Number of forced adoptions in Denmark rises
If parents are unable to take care of their children, the latter may end up in foster care. But what if the authorities believe that the couple will never be able to take care of their children? Such a case may end up in forced adoption.
And the number of these cases is rising in Denmark. Contrary to the trend of decline in international adoptions, the number of domestic adoptions is increasing. Often, these adoptees come from families who are socially disadvantaged and do not want to give up their child, Kristeligt Dagblad writes.
Between 2015 and the spring of 2023, 157 children were forcibly adopted, statistics from the Danish Appeals Authority show. In addition, the authority refused the adoption of 18 other children.
Michael Vinther Hansen says to Kristeligt Dagblad that the decision to remove children from their biological parents starts with the interest of the child. "It is only a decision that is taken when we assess that parents are permanently unable to take care of their own children", the deputy head of Children, Youth and Families in Lolland explains.
At the same time, there are some critical voices that speak out against the rising number of forced adoptions. One of them is that the municipality has financial interests in placing children for adoption instead of leaving them in foster care. Because as soon as a child is adopted, the municipality no longer needs to pay for its placement. Michael Vinther Hansen, however, resolutely rejects this accusation. "The matter is far too serious for that. It is always about what's best for the child."
A report from the National Research and Analysis Centre for Welfare in Vive showed in 2022 that adopted children generally do better than children who are placed in foster care. However, this report did not take into account whether an adoption was forced or voluntary.
Family lawyer Bitten Kjærsgaard is not positive about the development of forced adoptions in Denmark. She points out that the number has started to rise since 2015. That year, the law was changed so that the authorities could decide to force adoption when it was "probable that the biological father and mother would never become good parents." Before that, the authorities had to prove that the parents would never be able to take good care of the child.

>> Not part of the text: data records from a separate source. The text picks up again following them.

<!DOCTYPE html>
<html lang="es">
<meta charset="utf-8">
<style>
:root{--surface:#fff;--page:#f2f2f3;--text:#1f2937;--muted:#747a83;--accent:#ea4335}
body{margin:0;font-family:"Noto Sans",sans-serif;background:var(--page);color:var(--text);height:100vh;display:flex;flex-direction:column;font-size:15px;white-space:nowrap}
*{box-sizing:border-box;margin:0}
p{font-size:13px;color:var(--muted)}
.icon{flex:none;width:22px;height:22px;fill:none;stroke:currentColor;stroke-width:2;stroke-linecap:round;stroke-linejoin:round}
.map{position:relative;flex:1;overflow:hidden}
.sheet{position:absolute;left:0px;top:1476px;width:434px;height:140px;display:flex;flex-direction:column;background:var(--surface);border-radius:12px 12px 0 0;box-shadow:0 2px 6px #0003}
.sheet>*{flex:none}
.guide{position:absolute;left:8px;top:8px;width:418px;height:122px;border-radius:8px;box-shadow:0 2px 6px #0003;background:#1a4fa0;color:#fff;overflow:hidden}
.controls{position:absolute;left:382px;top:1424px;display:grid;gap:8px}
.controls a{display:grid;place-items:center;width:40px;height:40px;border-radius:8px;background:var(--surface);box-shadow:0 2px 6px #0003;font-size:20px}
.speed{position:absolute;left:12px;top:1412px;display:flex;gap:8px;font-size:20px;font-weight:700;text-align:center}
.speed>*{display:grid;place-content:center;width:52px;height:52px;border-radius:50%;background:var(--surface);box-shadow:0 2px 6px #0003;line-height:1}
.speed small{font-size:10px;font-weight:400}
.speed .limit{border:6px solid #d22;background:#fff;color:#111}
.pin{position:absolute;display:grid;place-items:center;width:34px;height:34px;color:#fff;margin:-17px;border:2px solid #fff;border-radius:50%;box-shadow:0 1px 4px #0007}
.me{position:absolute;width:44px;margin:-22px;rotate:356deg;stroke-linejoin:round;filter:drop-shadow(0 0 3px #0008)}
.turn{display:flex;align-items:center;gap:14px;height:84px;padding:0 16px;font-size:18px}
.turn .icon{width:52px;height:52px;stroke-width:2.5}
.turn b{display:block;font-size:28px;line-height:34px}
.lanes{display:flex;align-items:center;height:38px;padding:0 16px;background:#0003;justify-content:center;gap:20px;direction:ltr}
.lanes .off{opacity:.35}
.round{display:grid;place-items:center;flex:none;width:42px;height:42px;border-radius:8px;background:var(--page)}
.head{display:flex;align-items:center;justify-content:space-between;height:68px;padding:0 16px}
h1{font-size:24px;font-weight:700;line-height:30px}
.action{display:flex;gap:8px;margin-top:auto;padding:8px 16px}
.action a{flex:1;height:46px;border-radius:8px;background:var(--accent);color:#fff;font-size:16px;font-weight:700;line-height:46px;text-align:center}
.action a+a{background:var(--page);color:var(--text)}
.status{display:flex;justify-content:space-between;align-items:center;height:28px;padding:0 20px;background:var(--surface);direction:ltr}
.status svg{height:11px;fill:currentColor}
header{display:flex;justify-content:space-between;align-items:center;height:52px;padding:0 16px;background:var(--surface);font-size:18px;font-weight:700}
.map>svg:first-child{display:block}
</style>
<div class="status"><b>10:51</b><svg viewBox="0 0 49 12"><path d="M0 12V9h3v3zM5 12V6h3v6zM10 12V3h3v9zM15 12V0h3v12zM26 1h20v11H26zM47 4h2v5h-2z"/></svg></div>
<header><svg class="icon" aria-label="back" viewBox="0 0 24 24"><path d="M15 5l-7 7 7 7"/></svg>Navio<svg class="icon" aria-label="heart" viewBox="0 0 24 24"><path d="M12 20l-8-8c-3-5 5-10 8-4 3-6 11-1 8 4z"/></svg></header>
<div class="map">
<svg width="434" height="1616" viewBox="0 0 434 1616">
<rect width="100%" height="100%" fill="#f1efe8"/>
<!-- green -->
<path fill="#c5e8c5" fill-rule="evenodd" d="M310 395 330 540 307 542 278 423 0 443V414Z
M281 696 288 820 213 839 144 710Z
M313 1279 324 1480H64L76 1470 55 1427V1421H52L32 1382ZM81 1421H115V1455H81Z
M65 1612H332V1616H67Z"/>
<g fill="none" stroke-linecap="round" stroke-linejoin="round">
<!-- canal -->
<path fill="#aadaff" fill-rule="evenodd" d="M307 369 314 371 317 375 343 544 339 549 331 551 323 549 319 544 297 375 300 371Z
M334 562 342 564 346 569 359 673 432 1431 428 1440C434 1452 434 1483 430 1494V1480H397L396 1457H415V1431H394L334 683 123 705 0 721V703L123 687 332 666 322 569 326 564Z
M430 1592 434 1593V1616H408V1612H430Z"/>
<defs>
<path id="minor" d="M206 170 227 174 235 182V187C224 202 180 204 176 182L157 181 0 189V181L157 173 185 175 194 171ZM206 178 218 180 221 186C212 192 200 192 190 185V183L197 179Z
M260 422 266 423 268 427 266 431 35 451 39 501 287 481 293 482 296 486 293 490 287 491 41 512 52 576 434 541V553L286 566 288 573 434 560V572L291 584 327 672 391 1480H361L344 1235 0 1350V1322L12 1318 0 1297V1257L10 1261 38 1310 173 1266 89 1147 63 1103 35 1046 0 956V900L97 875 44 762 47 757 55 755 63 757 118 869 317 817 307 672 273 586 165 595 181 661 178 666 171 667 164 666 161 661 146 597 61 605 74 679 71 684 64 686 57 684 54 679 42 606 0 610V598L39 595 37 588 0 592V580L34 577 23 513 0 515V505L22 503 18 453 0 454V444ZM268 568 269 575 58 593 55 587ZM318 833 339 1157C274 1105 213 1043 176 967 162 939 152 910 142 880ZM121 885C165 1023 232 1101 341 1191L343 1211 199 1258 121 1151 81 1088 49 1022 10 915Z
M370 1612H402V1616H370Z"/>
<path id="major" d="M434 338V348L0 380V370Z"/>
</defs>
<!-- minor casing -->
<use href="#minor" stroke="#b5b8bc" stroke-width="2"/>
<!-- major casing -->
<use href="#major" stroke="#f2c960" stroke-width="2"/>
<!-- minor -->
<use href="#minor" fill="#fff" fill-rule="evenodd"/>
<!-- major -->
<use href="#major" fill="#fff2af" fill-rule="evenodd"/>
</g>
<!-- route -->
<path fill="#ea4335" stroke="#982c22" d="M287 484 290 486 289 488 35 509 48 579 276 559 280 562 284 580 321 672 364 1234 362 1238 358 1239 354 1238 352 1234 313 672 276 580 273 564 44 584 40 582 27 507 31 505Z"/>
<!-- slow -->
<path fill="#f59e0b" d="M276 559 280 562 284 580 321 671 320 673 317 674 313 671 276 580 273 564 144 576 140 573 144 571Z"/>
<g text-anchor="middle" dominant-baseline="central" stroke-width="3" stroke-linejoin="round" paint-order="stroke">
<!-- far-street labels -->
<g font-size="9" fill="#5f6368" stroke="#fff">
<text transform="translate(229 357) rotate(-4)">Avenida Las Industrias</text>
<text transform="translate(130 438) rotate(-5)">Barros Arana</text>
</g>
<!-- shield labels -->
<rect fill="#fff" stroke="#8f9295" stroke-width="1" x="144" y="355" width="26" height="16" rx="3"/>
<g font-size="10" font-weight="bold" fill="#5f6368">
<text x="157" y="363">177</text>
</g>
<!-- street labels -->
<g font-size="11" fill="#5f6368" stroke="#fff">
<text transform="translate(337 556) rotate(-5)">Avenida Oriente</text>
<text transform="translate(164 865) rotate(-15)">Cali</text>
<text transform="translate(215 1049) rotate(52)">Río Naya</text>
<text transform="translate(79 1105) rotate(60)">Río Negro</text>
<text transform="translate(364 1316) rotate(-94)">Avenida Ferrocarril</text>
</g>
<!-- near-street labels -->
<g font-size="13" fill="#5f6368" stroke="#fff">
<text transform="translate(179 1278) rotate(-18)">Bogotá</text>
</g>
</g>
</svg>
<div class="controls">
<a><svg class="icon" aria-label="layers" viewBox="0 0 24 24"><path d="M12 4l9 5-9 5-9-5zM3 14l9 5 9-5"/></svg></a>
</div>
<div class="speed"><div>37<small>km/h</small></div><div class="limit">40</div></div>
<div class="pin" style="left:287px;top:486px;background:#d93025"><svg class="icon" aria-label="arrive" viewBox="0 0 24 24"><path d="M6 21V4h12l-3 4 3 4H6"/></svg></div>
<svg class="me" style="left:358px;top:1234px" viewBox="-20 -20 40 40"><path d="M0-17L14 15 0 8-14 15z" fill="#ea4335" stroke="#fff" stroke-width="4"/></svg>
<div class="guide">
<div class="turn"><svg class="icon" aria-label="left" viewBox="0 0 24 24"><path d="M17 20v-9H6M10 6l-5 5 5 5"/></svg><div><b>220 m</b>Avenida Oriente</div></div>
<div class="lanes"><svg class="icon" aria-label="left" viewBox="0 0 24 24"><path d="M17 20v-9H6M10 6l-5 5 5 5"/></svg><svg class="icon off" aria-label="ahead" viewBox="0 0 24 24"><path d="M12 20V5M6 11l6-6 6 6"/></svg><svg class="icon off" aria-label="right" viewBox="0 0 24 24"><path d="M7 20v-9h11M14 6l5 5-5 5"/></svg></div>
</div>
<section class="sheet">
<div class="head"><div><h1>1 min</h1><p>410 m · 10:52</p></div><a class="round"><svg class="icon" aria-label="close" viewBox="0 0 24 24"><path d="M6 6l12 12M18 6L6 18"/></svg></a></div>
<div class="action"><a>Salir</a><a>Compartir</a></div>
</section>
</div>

Kjærsgaard believes that the municipalities are sometimes too quick in their decision to force adoption. "We see that it is recommended, even though the parents of placed children comply with all the agreements on visitations and have good relationships with the children. I know that there are parents who may not have such a high IQ and who may not do well in the municipality's test for emotional contact. But that does not mean that they are permanently unable to take care of their child."
Signe Færch, the forewoman of the Danish Association of Social Advisers, points out that not the number of forced adoptions is the reason for concern. Instead, she worries more about the impact of this on biological parents and their children. "It is a violent intervention in a family and in a child's life", she says to Kristeligt Dagblad. Therefore, she stresses that it is very important that society "follows up with investigations into how the individual child is doing."